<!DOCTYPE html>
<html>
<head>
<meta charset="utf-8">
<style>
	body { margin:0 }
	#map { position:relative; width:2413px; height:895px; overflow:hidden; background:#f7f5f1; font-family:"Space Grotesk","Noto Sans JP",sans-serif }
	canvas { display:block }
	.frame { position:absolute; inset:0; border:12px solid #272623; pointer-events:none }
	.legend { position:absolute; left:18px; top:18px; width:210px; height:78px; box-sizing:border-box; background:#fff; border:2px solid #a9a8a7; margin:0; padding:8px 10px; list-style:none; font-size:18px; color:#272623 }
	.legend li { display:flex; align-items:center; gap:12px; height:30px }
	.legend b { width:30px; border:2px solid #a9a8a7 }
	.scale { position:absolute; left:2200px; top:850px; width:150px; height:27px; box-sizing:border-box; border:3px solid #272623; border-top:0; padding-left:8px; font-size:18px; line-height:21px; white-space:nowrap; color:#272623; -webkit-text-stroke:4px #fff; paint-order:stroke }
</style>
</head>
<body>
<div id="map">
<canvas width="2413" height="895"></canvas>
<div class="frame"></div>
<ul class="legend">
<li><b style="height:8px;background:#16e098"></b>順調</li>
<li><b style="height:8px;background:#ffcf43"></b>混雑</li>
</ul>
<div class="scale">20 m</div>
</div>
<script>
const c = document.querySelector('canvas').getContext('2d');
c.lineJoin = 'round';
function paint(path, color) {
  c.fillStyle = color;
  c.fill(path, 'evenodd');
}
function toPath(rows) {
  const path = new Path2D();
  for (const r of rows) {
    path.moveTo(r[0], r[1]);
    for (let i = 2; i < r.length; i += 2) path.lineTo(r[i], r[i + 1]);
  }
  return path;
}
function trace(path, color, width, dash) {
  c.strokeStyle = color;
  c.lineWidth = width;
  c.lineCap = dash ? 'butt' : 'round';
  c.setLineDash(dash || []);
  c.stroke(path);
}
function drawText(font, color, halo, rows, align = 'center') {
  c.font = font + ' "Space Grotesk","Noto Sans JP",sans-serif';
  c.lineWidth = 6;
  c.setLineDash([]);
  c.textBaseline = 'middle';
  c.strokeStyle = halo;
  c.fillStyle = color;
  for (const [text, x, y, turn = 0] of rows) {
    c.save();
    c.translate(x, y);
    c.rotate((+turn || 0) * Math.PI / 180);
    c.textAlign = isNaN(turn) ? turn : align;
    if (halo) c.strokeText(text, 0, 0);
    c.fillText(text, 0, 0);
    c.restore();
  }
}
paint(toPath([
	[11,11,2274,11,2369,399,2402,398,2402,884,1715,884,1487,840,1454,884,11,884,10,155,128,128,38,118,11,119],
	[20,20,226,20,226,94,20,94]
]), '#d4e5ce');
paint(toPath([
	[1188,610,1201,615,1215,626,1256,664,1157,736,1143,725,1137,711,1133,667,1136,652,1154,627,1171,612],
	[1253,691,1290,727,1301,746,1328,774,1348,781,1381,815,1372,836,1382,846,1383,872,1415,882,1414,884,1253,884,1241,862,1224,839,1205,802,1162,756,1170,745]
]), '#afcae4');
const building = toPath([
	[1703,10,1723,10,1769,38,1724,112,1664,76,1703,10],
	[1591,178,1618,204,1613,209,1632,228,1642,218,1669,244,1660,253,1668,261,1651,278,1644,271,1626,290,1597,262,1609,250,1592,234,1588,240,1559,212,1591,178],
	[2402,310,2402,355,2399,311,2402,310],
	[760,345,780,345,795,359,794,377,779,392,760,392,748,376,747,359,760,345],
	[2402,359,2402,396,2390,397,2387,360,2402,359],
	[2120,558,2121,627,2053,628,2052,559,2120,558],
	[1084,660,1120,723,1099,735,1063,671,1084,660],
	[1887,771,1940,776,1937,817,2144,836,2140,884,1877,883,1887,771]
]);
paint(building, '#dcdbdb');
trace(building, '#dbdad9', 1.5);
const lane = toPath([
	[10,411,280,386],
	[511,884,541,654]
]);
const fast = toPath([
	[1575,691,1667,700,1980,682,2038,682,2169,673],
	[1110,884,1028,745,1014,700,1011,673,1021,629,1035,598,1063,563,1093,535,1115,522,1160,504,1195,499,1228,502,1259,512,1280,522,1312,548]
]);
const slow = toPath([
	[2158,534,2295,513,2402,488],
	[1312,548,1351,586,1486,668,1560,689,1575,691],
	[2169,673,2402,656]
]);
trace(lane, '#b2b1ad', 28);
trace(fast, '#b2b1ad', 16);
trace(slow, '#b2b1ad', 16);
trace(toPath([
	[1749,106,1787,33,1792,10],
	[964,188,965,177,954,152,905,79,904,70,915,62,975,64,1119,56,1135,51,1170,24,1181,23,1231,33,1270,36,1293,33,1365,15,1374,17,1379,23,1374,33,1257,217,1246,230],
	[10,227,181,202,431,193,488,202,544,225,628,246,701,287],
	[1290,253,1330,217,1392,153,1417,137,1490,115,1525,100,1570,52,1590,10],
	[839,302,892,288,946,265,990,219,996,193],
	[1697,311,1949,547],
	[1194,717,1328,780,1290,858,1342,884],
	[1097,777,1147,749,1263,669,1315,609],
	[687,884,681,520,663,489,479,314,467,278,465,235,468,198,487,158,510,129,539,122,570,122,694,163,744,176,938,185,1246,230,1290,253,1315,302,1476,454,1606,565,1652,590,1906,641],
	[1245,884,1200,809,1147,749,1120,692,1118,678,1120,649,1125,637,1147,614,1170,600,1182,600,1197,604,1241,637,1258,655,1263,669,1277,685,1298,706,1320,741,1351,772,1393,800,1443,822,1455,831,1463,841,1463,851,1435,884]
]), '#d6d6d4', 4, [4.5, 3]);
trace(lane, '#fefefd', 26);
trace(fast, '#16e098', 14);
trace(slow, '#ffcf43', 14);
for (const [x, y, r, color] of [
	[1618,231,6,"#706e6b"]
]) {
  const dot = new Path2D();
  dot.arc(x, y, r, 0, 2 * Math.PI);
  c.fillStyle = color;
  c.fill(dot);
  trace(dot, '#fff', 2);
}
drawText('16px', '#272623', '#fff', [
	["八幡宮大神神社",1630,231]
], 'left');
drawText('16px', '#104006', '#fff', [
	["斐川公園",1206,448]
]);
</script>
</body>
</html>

::::::::

#### REQUIREMENT:
Give exactly the lines from the one with "const dot = new Path2D();" to the end of the entries, nothing before them.

#### WRITTEN SOLUTION:
  const dot = new Path2D();
  dot.arc(x, y, r, 0, 2 * Math.PI);
  c.fillStyle = color;
  c.fill(dot);
  trace(dot, '#fff', 2);
}
drawText('16px', '#272623', '#fff', [
	["八幡宮大神神社",1630,231]
], 'left');
drawText('16px', '#104006', '#fff', [
	["斐川公園",1206,448]
]);
</script>
</body>
</html>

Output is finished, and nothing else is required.